» **TASK DIRECTIONS**
Because the pictures are not wanted, give back only the exact text of every entry below.

» **Stored data**
^^^^^^^^
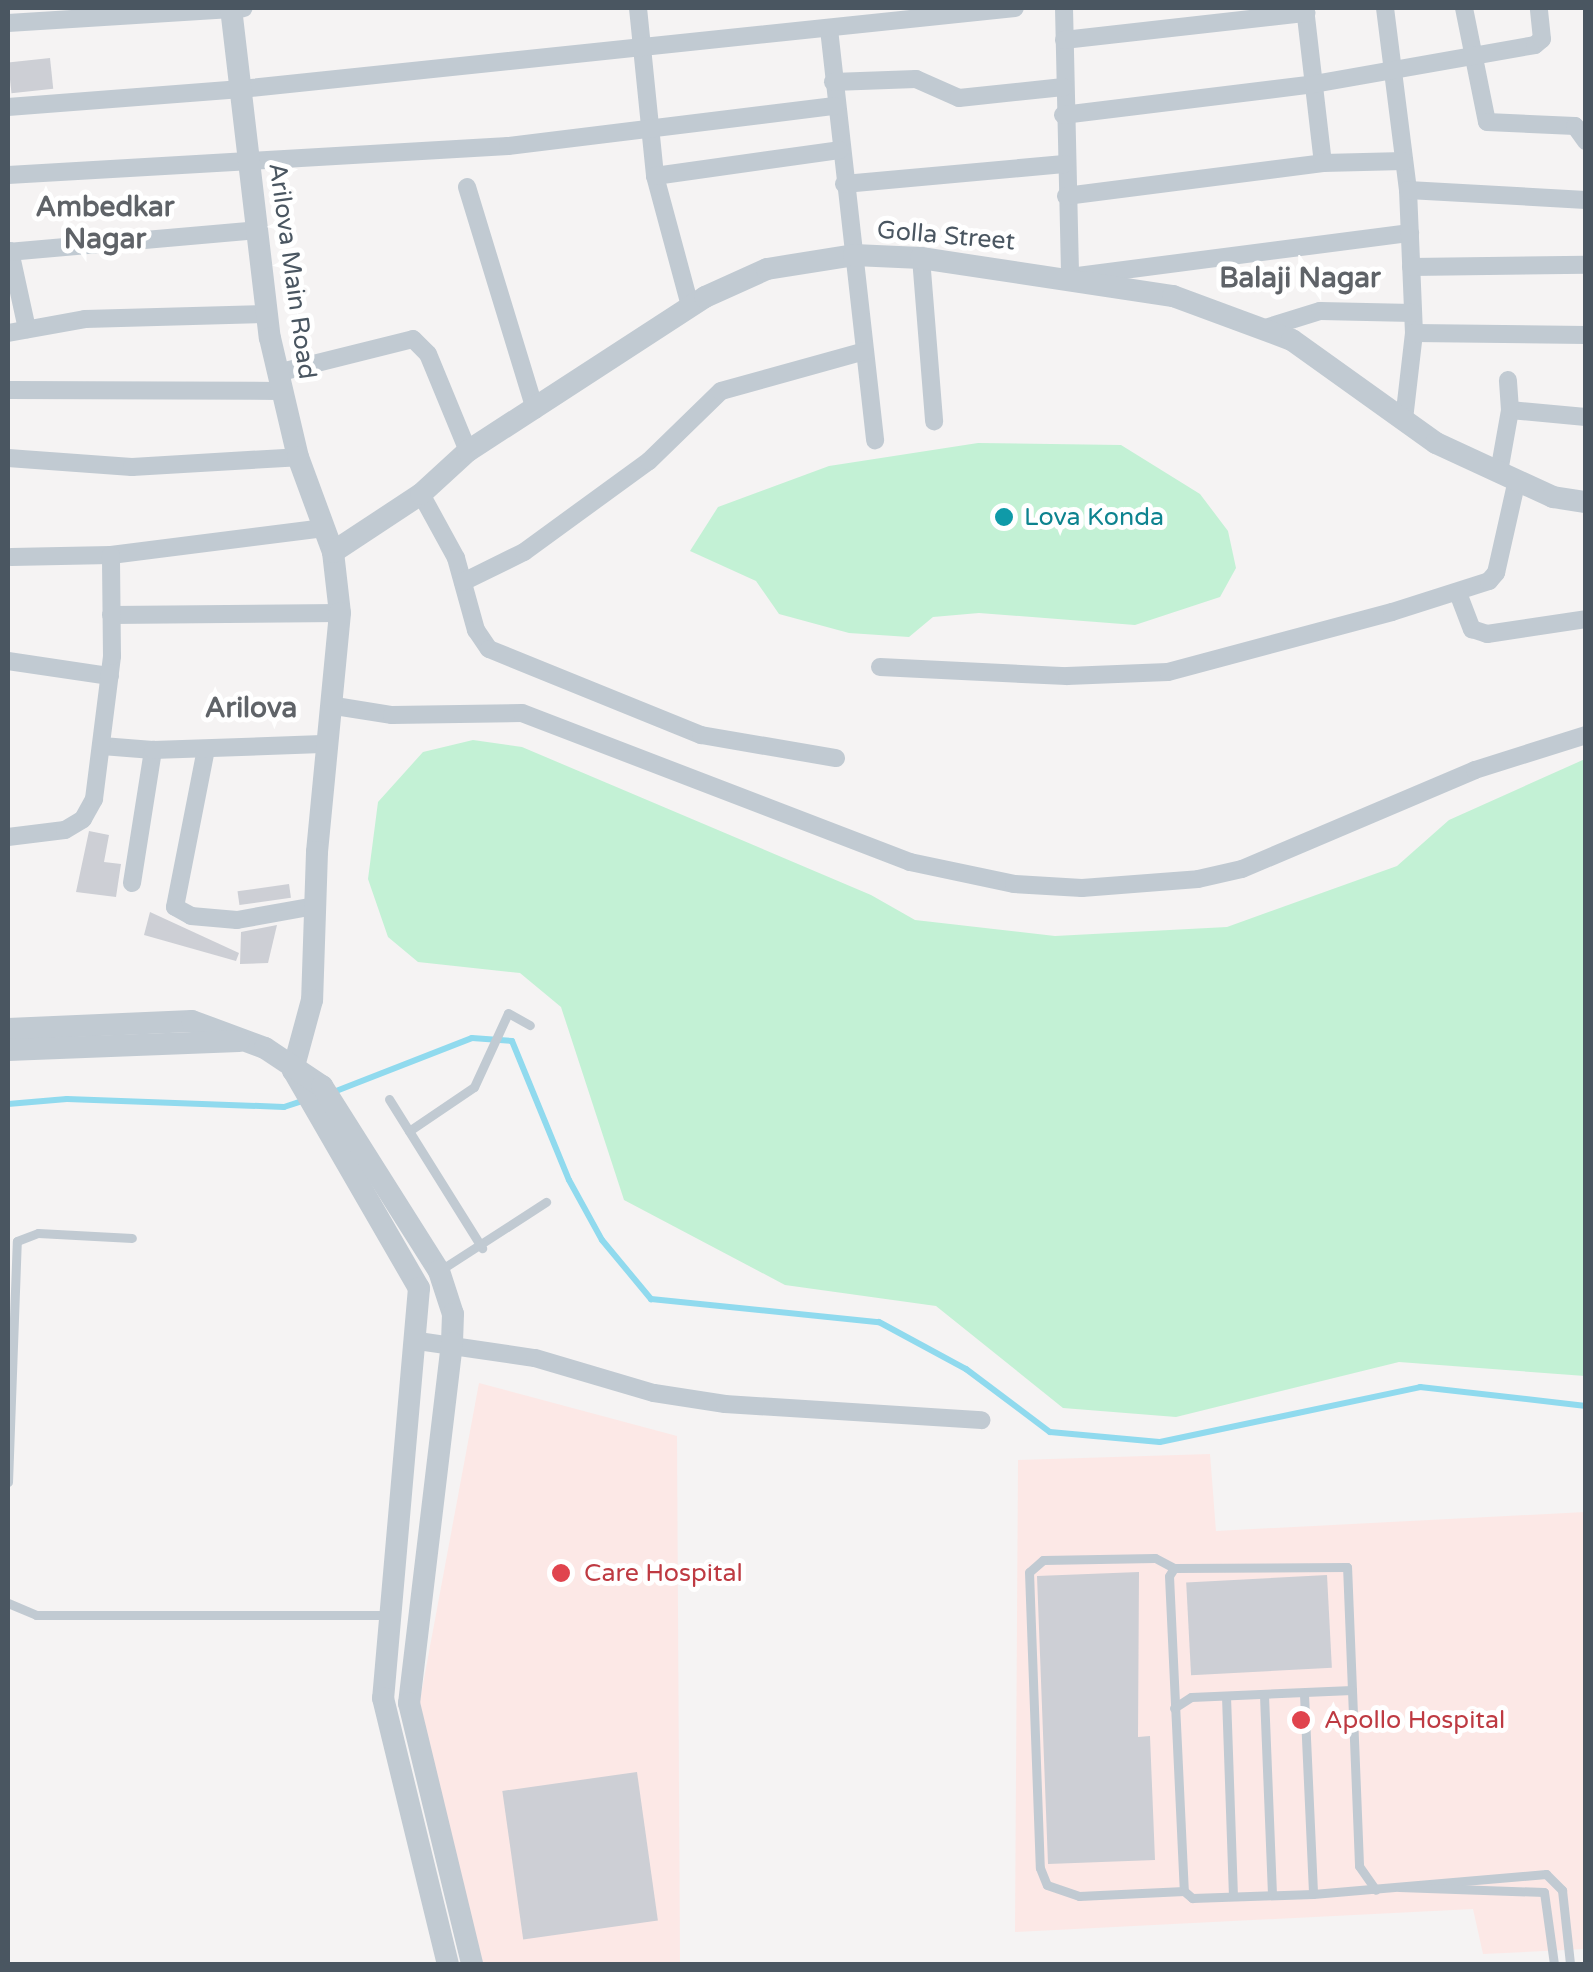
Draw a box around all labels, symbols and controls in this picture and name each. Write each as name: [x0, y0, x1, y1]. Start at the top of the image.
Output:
street label: Arilova Main Road: [262, 161, 322, 381]
district label: Ambedkar Nagar: [35, 190, 175, 256]
street label: Golla Street: [876, 215, 1016, 257]
district label: Balaji Nagar: [1219, 261, 1381, 295]
place label: Lova Konda: [1024, 502, 1164, 532]
marker: Lova Konda: [993, 506, 1015, 528]
district label: Arilova: [205, 691, 297, 725]
place label: Care Hospital: [584, 1558, 743, 1588]
marker: Care Hospital: [548, 1560, 574, 1586]
place label: Apollo Hospital: [1324, 1705, 1505, 1735]
marker: Apollo Hospital: [1288, 1707, 1314, 1733]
^^^^^^^^
» **ANSWER TO THIS TASK**
Draw a box around all labels, symbols and controls in this picture and name each. Write each as name: [x0, y0, x1, y1]. Start at the top of the image.
Output:
street label: Arilova Main Road: [262, 161, 322, 381]
district label: Ambedkar Nagar: [35, 190, 175, 256]
street label: Golla Street: [876, 215, 1016, 257]
district label: Balaji Nagar: [1219, 261, 1381, 295]
place label: Lova Konda: [1024, 502, 1164, 532]
marker: Lova Konda: [993, 506, 1015, 528]
district label: Arilova: [205, 691, 297, 725]
place label: Care Hospital: [584, 1558, 743, 1588]
marker: Care Hospital: [548, 1560, 574, 1586]
place label: Apollo Hospital: [1324, 1705, 1505, 1735]
marker: Apollo Hospital: [1288, 1707, 1314, 1733]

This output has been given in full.